Uh, didn't bother to read the thread, eh?

Oh i did. Actually the only reason i saw was for buying t-bonds; they have rallied last year. But t-notes is different right. They cant rally above 100; so absolutely no reason to be long them? or maybe i missed something.. so trying to understand.


-gariki
 
Quote from kcgoogler:

Oh i did. Actually the only reason i saw was for buying t-bonds; they have rallied last year. But t-notes is different right. They cant rally above 100; so absolutely no reason to be long them? or maybe i missed something.. so trying to understand.


-gariki

Of course T-Notes can rally past 100. Why wouldn't they?
 
Quote from bwolinsky:
I don't think investors are being at all rational, but since the Fed is printing money like this, our debt payments have never been cheaper with rates going down in all terms the FDIC is the cause for not covering everything the banks when that would have created more stability than handing $16 trillion to too-big-to-fail banks that lost an extraordinary amount of money they gave to the taxpayer, averting certain economic disaster equivalent to destroying devestating GDP growth of -120%.
bwol, please... I beg of you. Spare us from your future pearls of wisdom, be a dear?

Generally, the thing people need to understand is that bills are a liquidity management instrument, with a large liquidity premium attached to them. So with FF effective as low as it is, there's no reason why t-bills can't trade at or through 0.
 
Quote from Maverick74:

Of course T-Notes can rally past 100. Why wouldn't they?

oh they do. Didnt know that. But that doesnt make sense because with 0% yeild if they rally past 100 they loose to face value upon redemption. So negative interest rate really - YTM wise.

-gariki
 
Quote from kcgoogler:
But that doesnt make sense because with 0% yeild if they rally past 100 they loose to face value upon redemption.
This is incorrect (assuming it refers to bonds).
 
Quote from Martinghoul:
This is incorrect (assuming it refers to bonds).
No. We are taking about t-notes here.

But even if they were bonds and have maturity in the next few weeks, same deal.
 
Quote from kcgoogler:

No. We are taking about t-notes here.

But even if they were bonds and have maturity in the next few weeks, same deal.
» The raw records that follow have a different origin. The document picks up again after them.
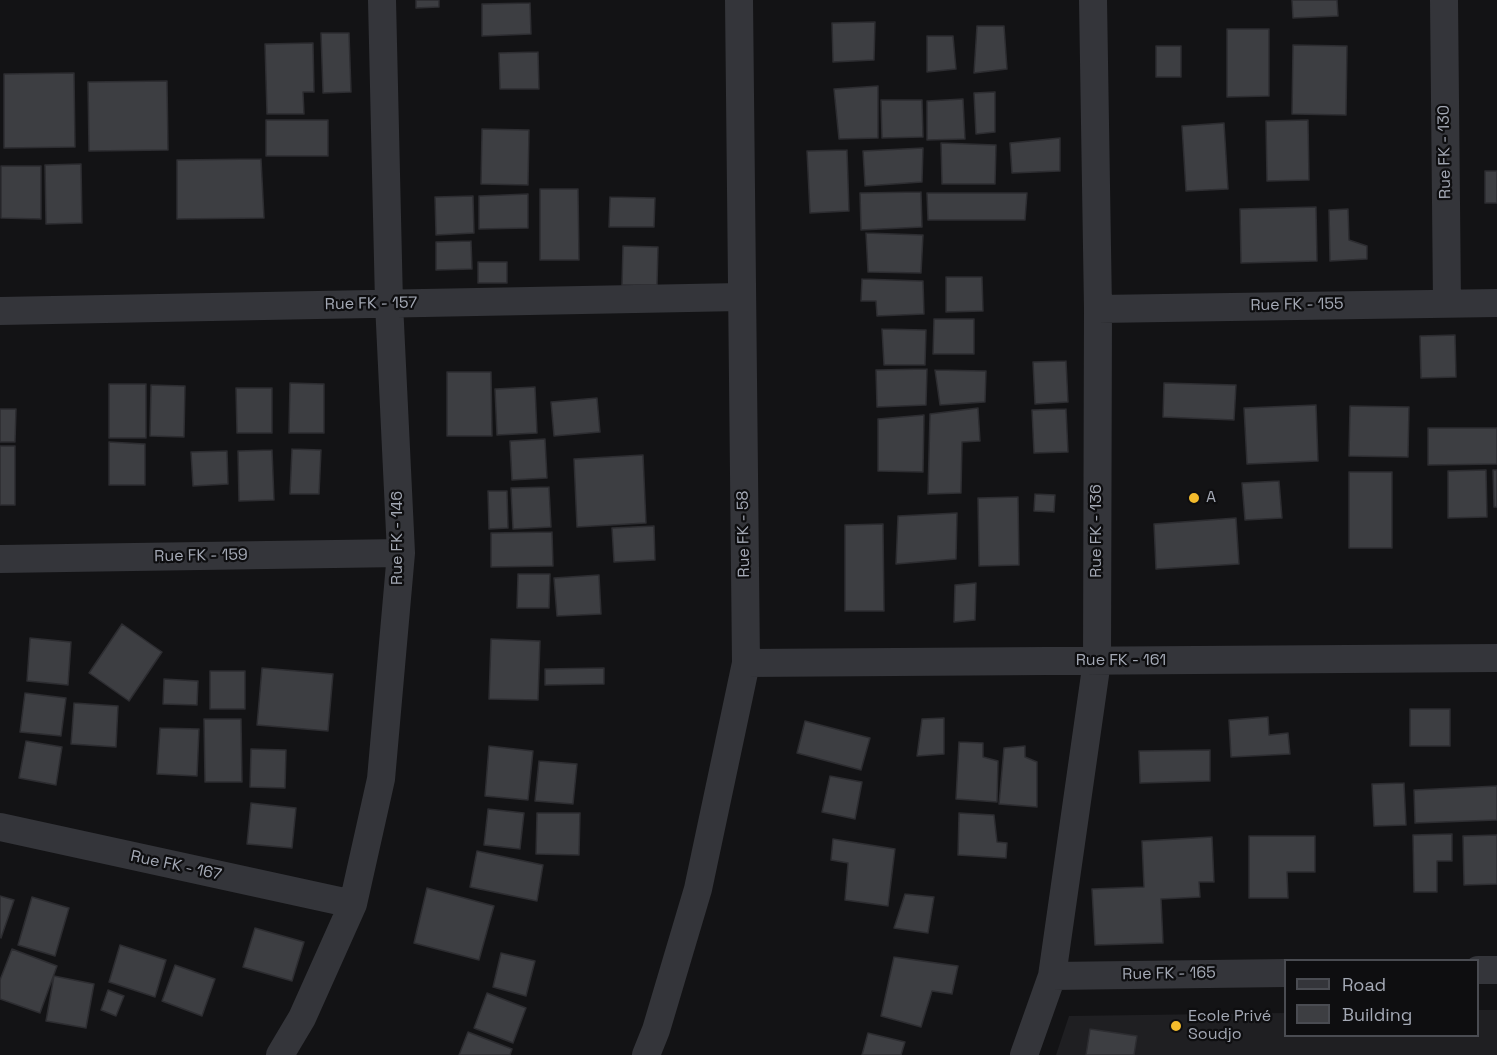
<!DOCTYPE html>
<meta charset="utf-8">
<style>
body{margin:0}
#map{position:relative;width:1497px;height:1055px;overflow:hidden;background:#131315;font-family:"Space Grotesk",sans-serif}
canvas{display:block}
.legend{position:absolute;left:1284px;top:959px;width:195px;height:78px;box-sizing:border-box;background:#0e0e10;border:2px solid #4a4c52;margin:0;padding:8px 10px;list-style:none;font-size:18px;color:#a4a9b5}
.legend li{display:flex;align-items:center;gap:12px;height:30px}
.legend b{width:30px;border:2px solid #4a4c52}
</style>
<div id="map">
<canvas width="1497" height="1055"></canvas>
<ul class="legend">
<li><b style="height:8px;background:#34353a"></b>Road</li>
<li><b style="height:16px;background:#3d3e42"></b>Building</li>
</ul>
</div>
<script>
const ctx = document.querySelector('canvas').getContext('2d');
ctx.lineJoin = 'round';
function paint(path, color) { ctx.fillStyle = color; ctx.fill(path, 'evenodd'); }
const shape = rows => new Path2D(rows.map(r => 'M' + r).join(''));
function strokePath(path, color, width, dash) { ctx.strokeStyle = color; ctx.lineWidth = width; ctx.lineCap = dash ? 'butt' : 'round'; ctx.setLineDash(dash || []); ctx.stroke(path); }
function write(font, color, halo, rows, align = 'center') {
  ctx.font = font + ' "Space Grotesk",sans-serif'; ctx.lineWidth = 4.5; ctx.setLineDash([]); ctx.textBaseline = 'middle'; ctx.strokeStyle = halo; ctx.fillStyle = color; for (const [text, x, y, turn = 0] of rows) {
    ctx.save(); ctx.translate(x, y); ctx.rotate((+turn || 0) * Math.PI / 180); ctx.textAlign = isNaN(turn) ? turn : align; if (halo) ctx.strokeText(text, 0, 0); ctx.fillText(text, 0, 0); ctx.restore();
  }
}
const built = shape([
 [1478,1010,1497,1010,1497,1055,1056,1055,1069,1016,1285,1013,1286,1036,1478,1036]
]);
const building = shape([
 [416,0,439,0,439,7,416,8,416,0],
 [1292,0,1337,0,1338,16,1293,18,1292,0],
 [530,3,531,34,482,36,482,4,530,3],
 [875,22,874,60,833,62,832,23,875,22],
 [977,26,1004,26,1007,69,974,73,977,26],
 [1227,29,1269,29,1269,96,1227,97,1227,29],
 [321,33,349,33,351,92,323,93,321,33],
 [927,36,953,36,956,69,927,72,927,36],
 [313,43,314,92,303,92,304,114,267,114,265,44,313,43],
 [1293,45,1347,46,1346,115,1292,114,1293,45],
 [1156,46,1181,46,1181,77,1156,77,1156,46],
 [538,52,539,89,500,89,499,53,538,52],
 [74,73,75,147,4,148,4,74,74,73],
 [167,81,168,150,89,151,88,82,167,81],
 [878,86,878,138,839,139,834,89,878,86],
 [995,92,995,132,976,134,974,93,995,92],
 [963,99,965,139,927,140,927,101,963,99],
 [881,100,922,100,923,137,882,138,881,100],
 [266,120,328,120,328,156,266,156,266,120],
 [1308,120,1309,180,1267,181,1266,121,1308,120],
 [1224,123,1228,189,1186,191,1182,126,1224,123],
 [482,129,529,130,528,185,481,184,482,129],
 [1060,138,1060,171,1012,173,1010,143,1060,138],
 [941,143,996,145,995,184,942,184,941,143],
 [923,148,922,182,865,186,863,151,923,148],
 [847,150,849,211,810,213,807,151,847,150],
 [261,159,264,218,177,219,177,160,261,159],
 [81,164,82,223,46,224,45,165,81,164],
 [1,166,41,166,41,219,1,218,1,166],
 [1485,171,1497,171,1497,203,1485,203,1485,171],
 [540,189,578,189,579,260,540,260,540,189],
 [921,192,922,227,861,230,860,193,921,192],
 [927,193,1027,193,1025,220,928,220,927,193],
 [528,194,528,228,479,229,479,196,528,194],
 [473,196,474,233,436,235,435,197,473,196],
 [610,197,655,198,654,227,609,227,610,197],
 [1316,207,1317,261,1241,263,1240,209,1316,207],
 [1348,209,1349,240,1367,246,1367,259,1330,261,1329,210,1348,209],
 [866,233,923,235,921,273,868,272,866,233],
 [471,241,472,269,436,270,436,242,471,241],
 [623,246,658,247,657,285,622,285,623,246],
 [478,262,507,262,507,283,478,283,478,262],
 [946,277,982,277,983,311,946,312,946,277],
 [862,279,923,281,924,314,877,316,876,301,861,301,862,279],
 [934,319,974,319,974,354,933,354,934,319],
 [882,329,926,330,925,365,884,365,882,329],
 [1455,335,1456,377,1421,378,1420,336,1455,335],
 [1066,361,1068,402,1035,404,1033,362,1066,361],
 [927,369,926,405,877,407,876,370,927,369],
 [935,370,986,371,985,402,940,405,935,370],
 [447,372,491,372,492,436,447,436,447,372],
 [290,383,324,384,324,433,289,433,290,383],
 [1164,383,1236,385,1234,420,1163,417,1164,383],
 [109,384,146,384,146,438,109,438,109,384],
 [151,385,185,386,184,437,150,436,151,385],
 [535,387,537,433,497,435,495,389,535,387],
 [236,388,272,388,272,433,237,433,236,388],
 [597,398,600,432,554,436,551,402,597,398],
 [1316,405,1318,461,1247,464,1244,408,1316,405],
 [1350,406,1409,407,1408,457,1349,456,1350,406],
 [978,408,980,441,962,442,961,493,928,494,930,414,978,408],
 [0,409,16,409,15,442,0,442,0,409],
 [1066,409,1068,452,1034,453,1032,410,1066,409],
 [924,415,923,472,878,471,878,419,924,415],
 [1428,428,1497,428,1497,464,1428,465,1428,428],
 [545,439,547,478,512,480,510,441,545,439],
 [109,442,145,444,145,485,109,485,109,442],
 [0,446,15,446,15,505,0,505,0,446],
 [292,449,321,450,319,494,290,494,292,449],
 [272,450,274,500,239,501,238,451,272,450],
 [227,451,228,484,193,486,191,452,227,451],
 [643,455,646,523,577,527,574,459,643,455],
 [1486,470,1487,517,1448,518,1448,471,1486,470],
 [1493,470,1497,470,1497,507,1494,507,1493,470],
 [1349,472,1392,472,1392,548,1349,548,1349,472],
 [1279,481,1282,518,1245,520,1242,483,1279,481],
 [549,487,551,527,513,529,511,488,549,487],
 [488,491,507,491,508,528,489,529,488,491],
 [1035,494,1055,495,1054,512,1034,511,1035,494],
 [1018,497,1019,565,979,566,978,498,1018,497],
 [957,513,956,559,896,564,898,516,957,513],
 [1236,518,1239,564,1156,569,1154,524,1236,518],
 [883,524,884,611,845,611,845,525,883,524],
 [654,526,655,560,614,562,612,528,654,526],
 [552,532,553,566,491,567,491,533,552,532],
 [518,574,550,574,549,608,517,608,518,574],
 [599,575,601,614,557,616,554,578,599,575],
 [976,583,975,620,954,622,955,585,976,583],
 [122,624,162,652,129,701,89,673,122,624],
 [30,638,71,642,68,685,27,681,30,638],
 [491,639,540,641,538,700,489,699,491,639],
 [262,668,333,674,328,731,257,725,262,668],
 [604,668,604,684,545,685,545,669,604,668],
 [210,671,245,671,245,709,210,709,210,671],
 [164,679,198,681,197,705,163,704,164,679],
 [25,693,66,698,61,736,20,732,25,693],
 [74,703,118,706,116,747,71,744,74,703],
 [1410,709,1450,709,1450,746,1410,746,1410,709],
 [1268,717,1269,735,1288,733,1290,754,1231,757,1229,720,1268,717],
 [944,718,944,754,917,756,922,719,944,718],
 [204,719,241,719,242,782,205,782,204,719],
 [805,721,870,738,861,770,797,753,805,721],
 [160,728,199,729,197,776,157,774,160,728],
 [26,741,62,747,56,785,19,778,26,741],
 [959,742,983,743,983,757,998,761,997,802,956,799,959,742],
 [489,746,533,751,528,800,485,796,489,746],
 [1025,746,1025,757,1037,762,1037,807,999,804,1004,748,1025,746],
 [251,749,286,750,285,788,250,787,251,749],
 [1210,750,1210,781,1140,783,1139,751,1210,750],
 [539,761,577,764,573,804,535,801,539,761],
 [830,776,862,782,855,819,822,812,830,776],
 [1404,783,1406,825,1374,826,1372,784,1404,783],
 [1497,786,1497,820,1415,823,1414,790,1497,786],
 [251,803,296,808,292,848,247,844,251,803],
 [488,809,524,813,520,849,484,845,488,809],
 [537,813,580,813,579,855,536,854,537,813],
 [959,813,994,815,997,842,1007,843,1006,858,958,855,959,813],
 [1452,834,1452,861,1437,861,1437,892,1414,892,1413,835,1452,834],
 [1497,835,1497,884,1464,885,1463,836,1497,835],
 [1249,836,1315,836,1315,872,1287,872,1288,898,1249,898,1249,836],
 [1212,837,1214,882,1199,882,1200,897,1161,899,1163,943,1095,945,1092,889,1144,887,1142,841,1212,837],
 [833,839,895,849,888,906,845,900,848,863,831,860,833,839],
 [477,851,543,865,537,901,470,887,477,851],
 [427,888,494,906,479,960,414,943,427,888],
 [905,894,934,897,928,933,894,928,905,894],
 [0,896,14,900,1,938,0,937,0,896],
 [32,897,69,908,55,956,18,945,32,897],
 [255,928,304,942,292,981,243,967,255,928],
 [120,945,166,960,155,997,109,982,120,945],
 [12,949,57,966,40,1013,0,999,0,980,12,949],
 [501,953,535,961,526,996,493,987,501,953],
 [894,957,958,966,952,994,932,991,921,1027,881,1016,894,957],
 [175,965,215,979,202,1016,162,1001,175,965],
 [54,976,94,984,86,1028,46,1021,54,976],
 [108,990,124,996,116,1016,101,1010,108,990],
 [487,993,526,1008,513,1043,474,1028,487,993],
 [1090,1029,1137,1036,1134,1055,1086,1055,1090,1029],
 [468,1032,512,1049,510,1055,459,1055,468,1032],
 [868,1033,905,1042,901,1055,862,1055,868,1033]
]);
const minor = shape([
 [1444,0,1447,303],
 [1098,309,1497,303],
 [0,311,741,297],
 [0,559,401,553],
 [746,663,1497,658],
 [0,827,353,904],
 [1478,970,1497,970],
 [1052,976,1286,973],
 [280,1055,302,1018,353,904,381,779,401,553,389,303,382,0],
 [646,1055,656,1030,698,889,746,663,739,0],
 [1024,1055,1052,976,1097,661,1098,309,1093,0]
]);
const markers = [
 [1194,498,6,"#f3bb2c"],
 [1176,1026,6,"#f3bb2c"]
];
const streetNames = [
 ["Rue FK - 130",1445,152,-91],
 ["Rue FK - 157",371,304,-1],
 ["Rue FK - 155",1297,305,-1],
 ["Rue FK - 136",1097,531,-90],
 ["Rue FK - 58",744,534,-91],
 ["Rue FK - 146",398,538,-90],
 ["Rue FK - 159",201,556,-1],
 ["Rue FK - 161",1121,661],
 ["Rue FK - 167",176,866,12],
 ["Rue FK - 165",1169,974,-1]
];
const poiNames = [
 ["A",1206,498],
 ["Ecole Privé",1188,1017],
 ["Soudjo",1188,1035]
];
paint(built, '#1f1f22');
paint(building, '#3d3e42');
strokePath(building, '#2d2d31', 1.5);
strokePath(minor, '#34353a', 28);
for (const [x, y, r, color] of markers) { const dot = new Path2D(); dot.arc(x, y, r, 0, 2 * Math.PI); ctx.fillStyle = color; ctx.fill(dot); strokePath(dot, '#0e0e10', 2); }
write('16px', '#a4a9b5', '#0e0e10', streetNames);
write('16px', '#a4a9b5', '#0e0e10', poiNames, 'left');
</script>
It doesn't matter either way. If the coupon on the note is higher then the current rate, the notes will trade over par. I'm not sure if you are referring to futures or cash but it works the same way. Ten year note futures currently over 130. You buy debt for the appreciation, not for the interest.
 
Quote from kcgoogler:
No. We are taking about t-notes here.

But even if they were bonds and have maturity in the next few weeks, same deal.
T-notes ARE bonds (as opposed to bills) and yes, bonds, including t-notes, can easily trade above par (as Mav74 mentioned). And no, if you buy a bond above par, that doesn't necessarily mean that you will suffer a loss at redemption.
 
Quote from Maverick74:

It doesn't matter either way. If the coupon on the note is higher then the current rate, the notes will trade over par. I'm not sure if you are referring to futures or cash but it works the same way. Ten year note futures currently over 130. You buy debt for the appreciation, not for the interest.

oops. i meant t-bills; not t-notes.

But i get what you are saying about t-bonds and t-notes above. But t-bills given that they are so close to redemption (4 weeks in this case), if someone is buying them at a premium, they get only face value in 4 weeks. Hence they will loose; right?

ps: i am just learning about treasuries for my series-7; so please do be verbose if you disagree with what i say.